### Brief
All lines from the beginning of the listing through the line with "filter:drop-shadow(0 0 1px" are to be copied word for word; the pictures are not.

### Task data

☆ ☆ ☆ ☆

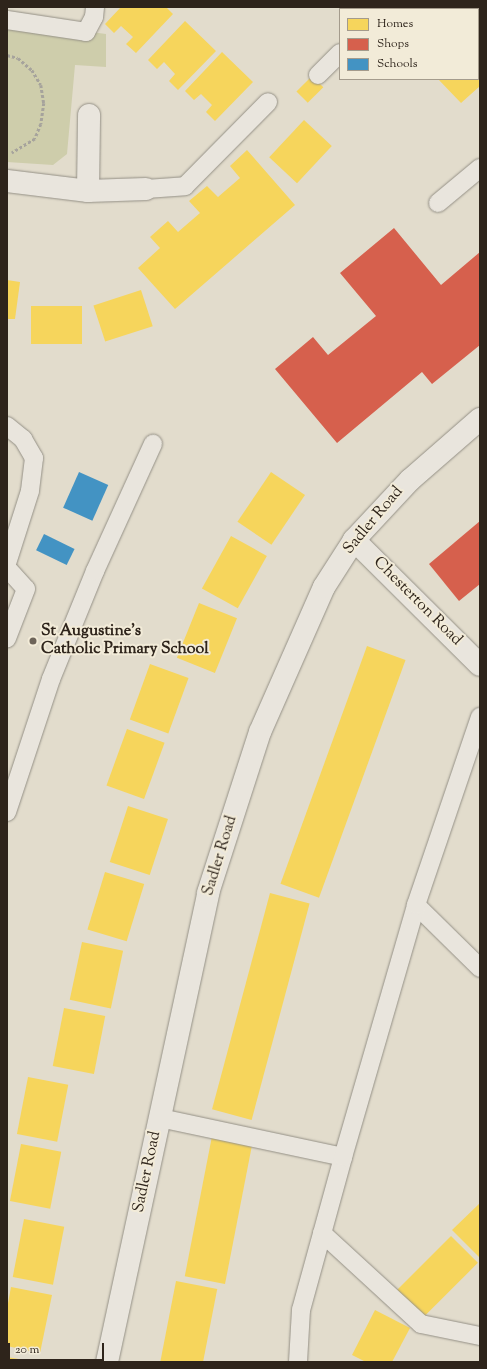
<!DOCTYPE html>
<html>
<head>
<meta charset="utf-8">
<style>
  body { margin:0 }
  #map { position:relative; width:487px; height:1369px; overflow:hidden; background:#e2dccc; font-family:"Sorts Mill Goudy",serif }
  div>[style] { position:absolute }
  .green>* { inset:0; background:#cecdab }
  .homes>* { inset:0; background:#f6d55c; transform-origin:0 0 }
  .shops>* { inset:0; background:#d6604d }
  .schools>* { inset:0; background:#4393c3; transform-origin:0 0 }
  .path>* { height:2.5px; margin-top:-1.25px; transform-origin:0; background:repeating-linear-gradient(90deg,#a6a39c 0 3px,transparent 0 5px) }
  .roads { filter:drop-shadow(0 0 1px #949086) drop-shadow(0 0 1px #949086) }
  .lane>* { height:18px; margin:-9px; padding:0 9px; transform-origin:9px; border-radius:9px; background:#e9e5dd }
  .street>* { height:22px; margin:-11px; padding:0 11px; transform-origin:11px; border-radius:11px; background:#e9e5dd }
  .dots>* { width:11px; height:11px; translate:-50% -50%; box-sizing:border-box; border:2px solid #f2ebd8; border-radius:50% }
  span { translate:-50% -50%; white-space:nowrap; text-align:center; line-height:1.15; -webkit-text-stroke:4px #f2ebd8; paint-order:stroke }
  .street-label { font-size:16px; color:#2e241b }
  .poi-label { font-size:16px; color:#2e241b; font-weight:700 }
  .left { translate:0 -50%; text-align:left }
  .frame { position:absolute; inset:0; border:8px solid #2e241b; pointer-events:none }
  .legend { position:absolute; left:339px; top:8px; width:140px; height:72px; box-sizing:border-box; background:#f2ebd8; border:1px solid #a49b8c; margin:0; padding:5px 7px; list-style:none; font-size:12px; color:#2e241b }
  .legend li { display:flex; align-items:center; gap:8px; height:20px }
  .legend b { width:20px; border:1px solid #a49b8c }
  .scale { position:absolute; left:8px; top:1343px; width:96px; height:18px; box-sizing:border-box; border:2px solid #2e241b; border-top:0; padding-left:5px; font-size:12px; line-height:14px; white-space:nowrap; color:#2e241b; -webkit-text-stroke:3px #f2ebd8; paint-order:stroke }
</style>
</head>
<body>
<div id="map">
  <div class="green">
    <div style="clip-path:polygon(7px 21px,106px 34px,106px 67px,75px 65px,67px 154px,53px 165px,7px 162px)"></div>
  </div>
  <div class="homes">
    <div style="clip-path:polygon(121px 7px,166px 7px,173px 14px,136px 53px,126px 44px,133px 37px,121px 26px,114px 33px,105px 24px)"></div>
    <div style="left:400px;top:7px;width:26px;height:3px"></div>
    <div style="clip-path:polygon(185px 21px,216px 51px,178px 90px,169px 81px,175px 74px,164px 62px,157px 69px,148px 60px)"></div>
    <div style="clip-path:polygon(222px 52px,253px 82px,215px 121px,206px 112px,212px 105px,201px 94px,194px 100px,185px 91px)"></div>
    <div style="clip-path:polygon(478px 63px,480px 86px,461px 103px,438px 79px,478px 79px)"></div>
    <div style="left:312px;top:76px;width:16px;height:22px;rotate:45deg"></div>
    <div style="left:304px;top:120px;width:38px;height:51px;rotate:43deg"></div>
    <div style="clip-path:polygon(247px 150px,295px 205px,175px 309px,138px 268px,160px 248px,150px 237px,168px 221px,178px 232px,200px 213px,189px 201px,207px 186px,218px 197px,240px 178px,230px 166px)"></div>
    <div style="clip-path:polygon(7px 280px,20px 282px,15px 319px,7px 319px)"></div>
    <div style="left:141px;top:290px;width:38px;height:50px;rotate:72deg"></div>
    <div style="left:31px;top:306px;width:51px;height:38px"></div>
    <div style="left:271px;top:472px;width:41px;height:60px;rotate:34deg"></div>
    <div style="left:231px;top:536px;width:41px;height:60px;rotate:29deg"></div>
    <div style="left:199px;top:603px;width:41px;height:59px;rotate:22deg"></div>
    <div style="left:367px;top:646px;width:41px;height:253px;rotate:20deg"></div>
    <div style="left:150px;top:664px;width:41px;height:59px;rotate:20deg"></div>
    <div style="left:127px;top:729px;width:40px;height:60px;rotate:20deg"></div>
    <div style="left:128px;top:806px;width:42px;height:59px;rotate:18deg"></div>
    <div style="left:105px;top:872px;width:41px;height:60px;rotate:17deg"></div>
    <div style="left:270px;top:893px;width:41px;height:224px;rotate:15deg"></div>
    <div style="left:82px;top:942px;width:42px;height:59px;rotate:12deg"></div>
    <div style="left:64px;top:1008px;width:42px;height:59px;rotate:11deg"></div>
    <div style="left:28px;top:1077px;width:41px;height:58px;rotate:11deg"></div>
    <div style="left:213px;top:1131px;width:41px;height:148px;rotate:11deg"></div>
    <div style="left:21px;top:1144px;width:41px;height:58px;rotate:11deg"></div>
    <div style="clip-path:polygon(480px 1203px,480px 1258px,452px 1230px)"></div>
    <div style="left:24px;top:1219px;width:41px;height:59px;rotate:11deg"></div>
    <div style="left:451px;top:1236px;width:38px;height:76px;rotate:45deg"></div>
    <div style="left:176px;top:1281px;width:42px;height:83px;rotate:11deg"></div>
    <div style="clip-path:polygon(11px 1287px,52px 1295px,40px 1353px,7px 1346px,7px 1309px)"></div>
    <div style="clip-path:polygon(375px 1310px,410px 1328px,392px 1362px,366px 1362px,352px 1355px)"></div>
    <div style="clip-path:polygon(7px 1357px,30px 1361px,30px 1362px,7px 1362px)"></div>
  </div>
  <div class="shops">
    <div style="clip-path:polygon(394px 228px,441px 285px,480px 252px,480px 345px,432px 384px,422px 372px,337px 443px,275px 369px,313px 337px,328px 355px,376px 316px,340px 273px)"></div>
    <div style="clip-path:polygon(480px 521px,480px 584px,459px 601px,429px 564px)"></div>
  </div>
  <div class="schools">
    <div style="left:79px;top:472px;width:32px;height:39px;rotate:24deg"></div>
    <div style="left:44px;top:534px;width:34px;height:18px;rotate:26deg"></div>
  </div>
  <div class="path">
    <div style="left:7px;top:55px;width:11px;rotate:15deg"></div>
    <div style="left:18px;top:58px;width:18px;rotate:41deg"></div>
    <div style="left:32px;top:70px;width:17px;rotate:59deg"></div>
    <div style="left:41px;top:85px;width:18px;rotate:81deg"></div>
    <div style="left:44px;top:103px;width:21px;rotate:98deg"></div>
    <div style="left:41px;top:124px;width:16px;rotate:112deg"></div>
    <div style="left:35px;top:139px;width:27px;rotate:149deg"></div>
  </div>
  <div class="roads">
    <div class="lane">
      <div style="left:382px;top:9px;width:3px;rotate:-45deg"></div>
      <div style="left:7px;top:20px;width:80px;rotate:8.6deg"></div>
      <div style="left:86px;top:32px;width:17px;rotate:-62deg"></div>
      <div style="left:94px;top:17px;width:10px;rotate:-84deg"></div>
      <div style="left:318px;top:75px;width:31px;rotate:-45deg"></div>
      <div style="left:146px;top:189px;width:39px;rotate:-4deg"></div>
      <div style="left:185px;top:186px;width:118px;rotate:-45.3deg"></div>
      <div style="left:438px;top:203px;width:55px;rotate:-39.8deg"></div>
      <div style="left:7px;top:426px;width:21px;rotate:39deg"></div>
      <div style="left:23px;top:439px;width:22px;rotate:60deg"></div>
      <div style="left:34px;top:458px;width:33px;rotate:97deg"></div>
      <div style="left:30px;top:491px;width:76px;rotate:107.7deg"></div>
      <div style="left:7px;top:568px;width:28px;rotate:48deg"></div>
      <div style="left:26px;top:589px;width:53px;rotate:111.2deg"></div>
      <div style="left:7px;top:812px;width:140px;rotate:-71.7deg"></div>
      <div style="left:51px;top:679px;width:117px;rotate:-67.8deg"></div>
      <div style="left:95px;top:571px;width:140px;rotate:-65.5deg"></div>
      <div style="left:416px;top:905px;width:90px;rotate:44.5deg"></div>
      <div style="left:160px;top:1118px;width:187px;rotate:12deg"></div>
      <div style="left:322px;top:1233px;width:134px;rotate:42.6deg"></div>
      <div style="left:421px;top:1324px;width:60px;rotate:11.5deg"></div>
      <div style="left:298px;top:1362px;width:52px;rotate:-86.7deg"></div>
      <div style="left:301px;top:1310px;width:159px;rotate:-74.6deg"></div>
      <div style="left:343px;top:1157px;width:262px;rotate:-73.8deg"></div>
      <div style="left:416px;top:905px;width:199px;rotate:-71.2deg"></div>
    </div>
    <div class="street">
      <div style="left:7px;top:181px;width:82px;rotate:7deg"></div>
      <div style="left:88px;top:191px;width:58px;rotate:-2deg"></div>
      <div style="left:88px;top:191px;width:76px;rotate:-89.2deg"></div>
      <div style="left:354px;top:540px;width:177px;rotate:44.8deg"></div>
      <div style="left:107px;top:1362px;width:480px;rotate:-77.8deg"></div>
      <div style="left:208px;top:893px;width:169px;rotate:-72.1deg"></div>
      <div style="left:260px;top:732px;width:158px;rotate:-66.2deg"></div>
      <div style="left:324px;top:587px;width:56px;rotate:-57.4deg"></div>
      <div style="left:354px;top:540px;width:82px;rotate:-47deg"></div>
      <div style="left:410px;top:480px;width:93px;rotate:-41.1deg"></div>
    </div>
  </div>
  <div class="dots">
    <div style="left:33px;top:641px;background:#6d6459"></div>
  </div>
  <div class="street-label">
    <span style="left:374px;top:521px;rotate:-50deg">Sadler Road</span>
    <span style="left:417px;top:602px;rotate:45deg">Chesterton Road</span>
    <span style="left:221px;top:856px;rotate:-73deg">Sadler Road</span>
    <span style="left:148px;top:1172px;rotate:-78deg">Sadler Road</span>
  </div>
  <div class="poi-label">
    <span class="left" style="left:41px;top:641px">St Augustine's<br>Catholic Primary School</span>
  </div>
  <div class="frame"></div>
  <ul class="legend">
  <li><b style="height:11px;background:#f6d55c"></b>Homes</li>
  <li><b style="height:11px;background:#d6604d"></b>Shops</li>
  <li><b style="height:11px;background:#4393c3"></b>Schools</li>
  </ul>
  <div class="scale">20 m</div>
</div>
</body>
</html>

☆ ☆ ☆ ☆

### Your solution
<!DOCTYPE html>
<html>
<head>
<meta charset="utf-8">
<style>
  body { margin:0 }
  #map { position:relative; width:487px; height:1369px; overflow:hidden; background:#e2dccc; font-family:"Sorts Mill Goudy",serif }
  div>[style] { position:absolute }
  .green>* { inset:0; background:#cecdab }
  .homes>* { inset:0; background:#f6d55c; transform-origin:0 0 }
  .shops>* { inset:0; background:#d6604d }
  .schools>* { inset:0; background:#4393c3; transform-origin:0 0 }
  .path>* { height:2.5px; margin-top:-1.25px; transform-origin:0; background:repeating-linear-gradient(90deg,#a6a39c 0 3px,transparent 0 5px) }
  .roads { filter:drop-shadow(0 0 1px #949086) drop-shadow(0 0 1px #949086) }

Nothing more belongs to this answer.